Estamos hablando de Canáan tierra prometida por Yahvé, la
elegida como morada de su pueblo, para que en ella brillara la
luz del cielo que habría de iluminar a un mundo en tinieblas.
Esta fue la tierra de Abraham que supo ser fiel a su Dios,
esperando contra toda esperanza en sus promesas, al que hoy
veneramos como padre de los creyentes y modelo de la esperanza en
Dios. Con él se inicia el régimen de la Promesa Divina que
habrá de alentar a su puebla en su larga historia de esperas y
esperanzas. La figura de Abraham ascendiendo hacia el monte Moira
le producía admiración y temblor al filósofo danés
Kierkegaard. La situación trágica en la que se encuentra el
patriarca hebreo, cuando ya no hay lugar para ninguna conjetura
humana, resulta francamente aterradora; a pesar de todo él supo
mantenerse firme en la esperanza y seguir creyendo en la promesa
que provenía de lo Alto. Cuando el peregrino contempla el monte
Moira, siente que un nervioso escalofrío le sacude el cuerpo
imaginando la escena de una padre dispuesto a sacrificar a su
propio hijo, por mandato divino y no puede por menos que decir "spero,
quia abasurdum est."
A lo largo de los años las situaciones en que Dios va poniendo a
prueba la confianza de su pueblo va a ser una constante de su
historia. Durante cuarenta años estaría Moisés bagando con sus
gentes por el desierto, en espera de que se cumpliera la promesa
divina de tener un lugar propio para vivir, de un refugio que les
pusiera a salvo de sus enemigos. Una buena tierra para poder
morar a la sombra del Altísimo, el mismo que con fortaleza y
mano fuerte les había sacado de Egipto. Cuarenta años errando
por el desierto, muchos años de ilusiones y desengaños de
esperanzas y desesperanzas. Tiempos duros en los que Yahvé como
guardián celoso va guiando a su pueblo y cuidándole como la
niña de sus ojos cual águila que revolotea y extiende sus alas
obre su nidada. Días difíciles en los que lentamente
transcurren las horas. Largas noches silenciosas en el desierto
en las que Moisés rumiaba la promesa divina capaz de alimentar
sus sueños de esperanza, cuando todo se le ponía en contra.
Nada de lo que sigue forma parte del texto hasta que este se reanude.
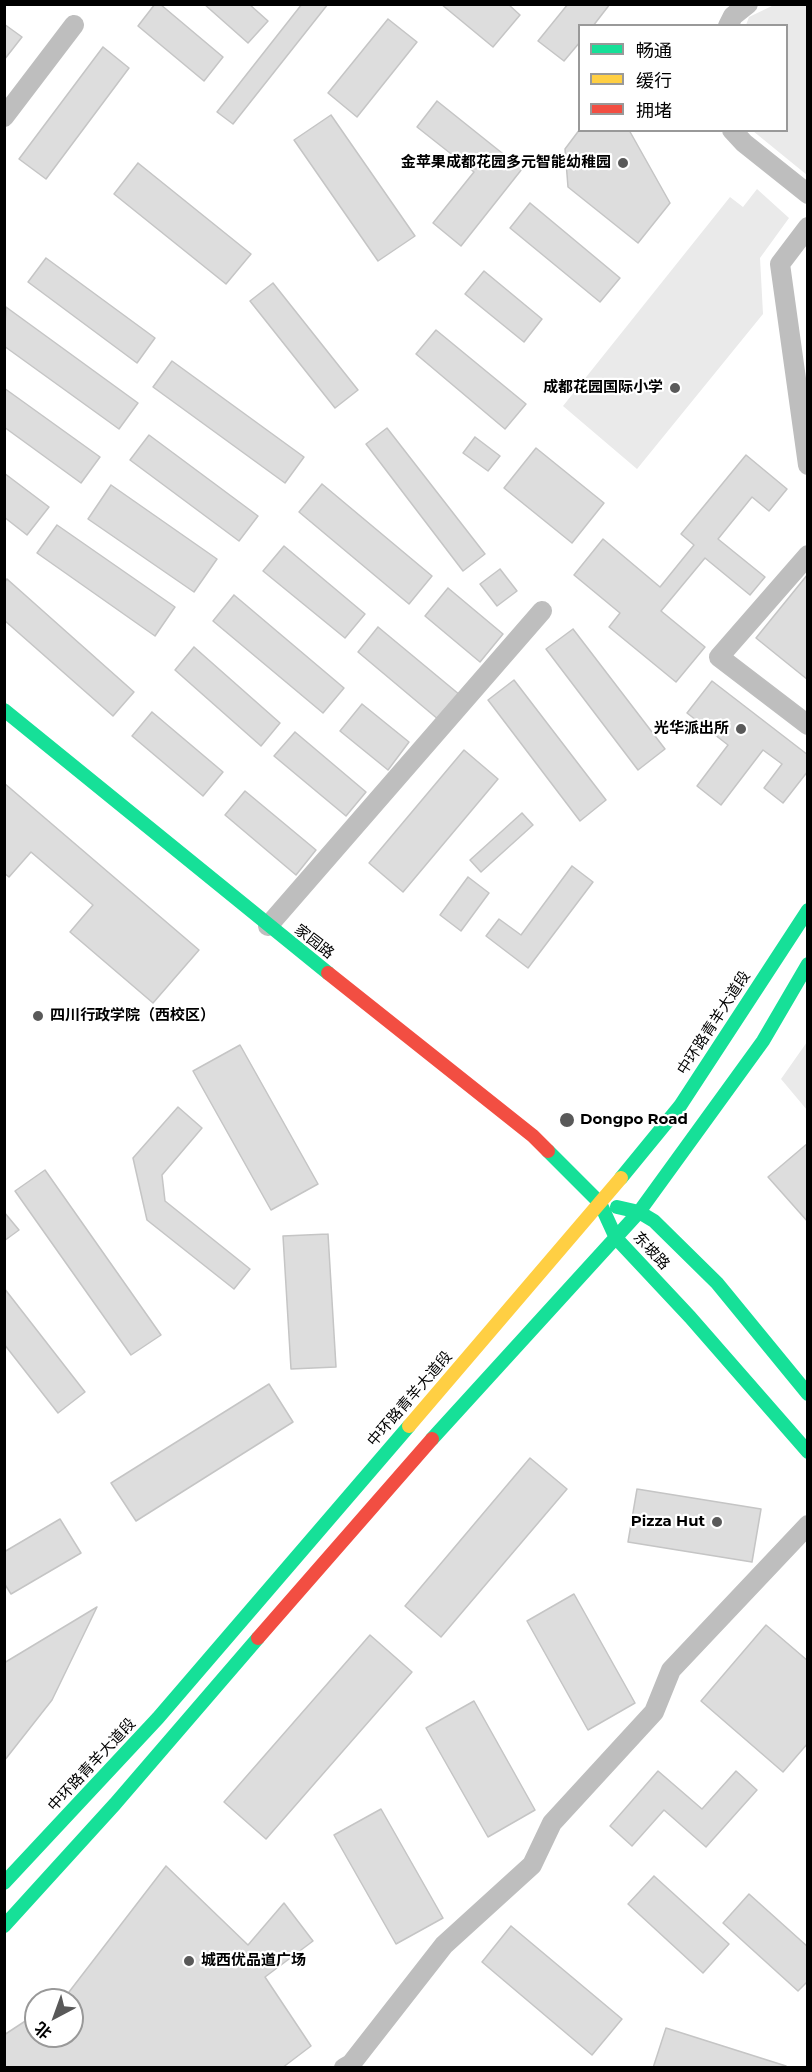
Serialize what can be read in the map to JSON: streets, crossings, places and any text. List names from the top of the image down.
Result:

Hermosa visión idílica la de esa tierra prometida bajo la
bendición de Dios, que hacia imaginar a Moisés un segundo
Edén, que él nunca habría de conocer y lo sabía. A las
puertas se habría de quedar, de una tierra de tantas ansias y
deseos, siempre lejana siempre remota, la misma a la que llegan,
viajeros de todo el mundo después de un corto y cómodo viaje en
avión,
Lo que primero aparece a la vista del peregrino es algo bien
distinto de la visón idílica de Moisés. Lo que aquí se ve es
una tierra pedregosa y calcinada, cuyos rastrojos hacían suponer
los escasos frutos de la última cosecha; pero como aquí todo
hay que interpretarlo bajo el signo de la esperanza, se puede
vislumbrar en lontananza prometedores vergeles, en forma de
plantaciones frondosas, hurtados al desierto. Tal es el milagro
que frecuentemente se produce, cuando las lanzas y las espadas se
transforman en arados y podaderas.
David Bengurión hace tiempo que había dejado sentenciado que en
Israel para ser realista se debe creer en los milagros. A mi me
gustaría decir algo que viene a ser muy parecido. Para poder
entender la historia milenaria de esta tierra, hay que saber lo
que ha supuesto para el pueblo de Israel un tipo de esperanza al
borde de lo imposible. La esperanza que permite seguir creyendo
en lo que humanamente es absurdo. Esta esperanza ha sido la
actitud fundamental del hombre bíblico. A diferencia de otros
pueblos, la historia de Israel es una historia abierta a la
esperanza es una historia abierta al futuro. El secreto para
poder entender al hombre bíblico hay que buscarle en el Dios de
la esperanza. Una esperanza fundada en la fe que permite seguir
soñando en unos tiempos nuevos en los que "el lobo
cohabite pacíficamente con el cordero, el leopardo se acueste
con el cabrito, el león coma con el becerro y que un niño les
pastoree".
Esta Tierra de Promisión que aparece ante los ojos del peregrino
lejana y remota se torna cercana y entrañable cuando piensa que
es también la tierra de Jesús. Ante la imposibilidad de ir
rastreando las huellas de su presencia física por todos los
santos lugares en los que él estuvo, hemos de optar por hacer
una selección, centrándonos en aquellos que tienen una especial
significación para nuestro propósito.
El primero de ellos no podía ser otro que Nazaret (La flor de
Galilea) donde tuvo su ubicación el portentoso misterio del
Verbo Encarnado. Dado que el hombre no podía convertirse en
Dios, fue Dios quien se convirtió en hombre, para hacerse uno
con él. Algo que sobrepasa toda expectativa humana. Una estrella
de mármol con la inscripción "Verbum caro hic factum
est" rememora el lugar donde se produjo el más grande
acontecimiento de los siglos, ante el cual todo lo sucedido o que
esté por suceder en la historia de los hombres tiene sólo un
relativo interés. Recuerdo que cuando entré en este sagrado
lugar me quedé durante unos minutos desconcertado repitiendo
interiormente fue aquí, fue aquí, en este mismo lugar que yo
ahora puedo abarcar extendiendo mis brazos. Aquí fue donde el
Dios inconmensurable a quien tierra y cielos no puede contener,
tomó forma humana haciéndose uno con nosotros. Un lugar y una
fecha para delimitar al Dios infinito. Era un hecho. Dios entraba
en nuestra historia y se convertía en la esperanza de todos los
hombres. Lo infinito se entremezclaba con lo finito, el cielo se
unía a la tierra, el tiempo se juntaba con la eternidad.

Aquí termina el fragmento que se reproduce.